** WHAT TO DO **
State how many lines in the records below contain the string "above", and give nothing besides that number.

** INPUT RECORDS **
====

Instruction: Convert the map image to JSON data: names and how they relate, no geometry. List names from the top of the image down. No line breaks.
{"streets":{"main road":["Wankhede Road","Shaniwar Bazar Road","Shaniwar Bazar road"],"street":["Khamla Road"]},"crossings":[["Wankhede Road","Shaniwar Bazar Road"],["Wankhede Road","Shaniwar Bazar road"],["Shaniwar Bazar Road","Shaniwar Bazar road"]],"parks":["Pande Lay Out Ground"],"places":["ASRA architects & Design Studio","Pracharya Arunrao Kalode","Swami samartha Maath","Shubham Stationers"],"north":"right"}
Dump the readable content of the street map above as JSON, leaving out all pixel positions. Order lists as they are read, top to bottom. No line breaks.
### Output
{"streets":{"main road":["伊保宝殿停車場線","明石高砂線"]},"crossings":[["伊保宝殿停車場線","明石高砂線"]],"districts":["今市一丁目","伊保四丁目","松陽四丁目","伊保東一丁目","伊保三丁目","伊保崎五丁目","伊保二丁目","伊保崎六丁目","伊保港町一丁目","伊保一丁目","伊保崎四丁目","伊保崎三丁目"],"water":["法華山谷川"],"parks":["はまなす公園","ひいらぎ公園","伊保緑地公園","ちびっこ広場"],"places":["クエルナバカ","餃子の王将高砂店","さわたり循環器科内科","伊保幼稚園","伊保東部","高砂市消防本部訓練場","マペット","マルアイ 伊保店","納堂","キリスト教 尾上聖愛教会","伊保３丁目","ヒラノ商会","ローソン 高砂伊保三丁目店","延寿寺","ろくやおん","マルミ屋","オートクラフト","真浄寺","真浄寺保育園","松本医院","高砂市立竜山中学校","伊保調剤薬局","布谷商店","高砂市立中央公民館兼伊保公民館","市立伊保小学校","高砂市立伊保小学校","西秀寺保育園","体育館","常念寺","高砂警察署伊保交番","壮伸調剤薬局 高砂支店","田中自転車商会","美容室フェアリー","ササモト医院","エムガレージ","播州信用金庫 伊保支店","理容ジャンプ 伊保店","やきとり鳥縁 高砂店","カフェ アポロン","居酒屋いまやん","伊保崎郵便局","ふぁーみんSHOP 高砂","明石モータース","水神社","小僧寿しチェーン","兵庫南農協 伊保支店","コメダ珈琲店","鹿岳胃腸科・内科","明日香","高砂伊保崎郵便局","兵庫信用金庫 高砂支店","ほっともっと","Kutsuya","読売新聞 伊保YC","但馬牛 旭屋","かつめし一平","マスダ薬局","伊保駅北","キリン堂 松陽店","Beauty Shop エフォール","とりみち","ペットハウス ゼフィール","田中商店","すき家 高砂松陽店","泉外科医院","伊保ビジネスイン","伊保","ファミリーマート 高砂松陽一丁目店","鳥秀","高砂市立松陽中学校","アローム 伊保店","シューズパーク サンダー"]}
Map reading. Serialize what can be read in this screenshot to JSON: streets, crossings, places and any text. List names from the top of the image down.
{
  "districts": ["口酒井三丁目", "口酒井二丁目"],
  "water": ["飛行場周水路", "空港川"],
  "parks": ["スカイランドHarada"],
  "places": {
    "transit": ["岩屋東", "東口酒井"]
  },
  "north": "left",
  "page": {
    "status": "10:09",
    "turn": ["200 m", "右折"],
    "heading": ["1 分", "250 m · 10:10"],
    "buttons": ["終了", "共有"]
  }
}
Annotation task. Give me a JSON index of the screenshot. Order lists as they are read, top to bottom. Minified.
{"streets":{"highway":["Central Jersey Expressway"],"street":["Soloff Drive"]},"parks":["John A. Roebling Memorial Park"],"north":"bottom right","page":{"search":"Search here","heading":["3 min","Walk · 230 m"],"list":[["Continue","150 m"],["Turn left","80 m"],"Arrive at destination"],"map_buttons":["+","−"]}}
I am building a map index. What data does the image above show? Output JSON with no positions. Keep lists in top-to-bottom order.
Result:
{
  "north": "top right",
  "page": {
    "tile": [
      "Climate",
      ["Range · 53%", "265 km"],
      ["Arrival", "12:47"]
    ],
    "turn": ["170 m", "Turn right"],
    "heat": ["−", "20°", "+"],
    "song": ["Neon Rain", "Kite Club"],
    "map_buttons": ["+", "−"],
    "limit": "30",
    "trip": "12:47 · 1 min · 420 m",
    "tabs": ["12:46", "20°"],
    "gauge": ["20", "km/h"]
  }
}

====

** RESULT OF THE TASK **
2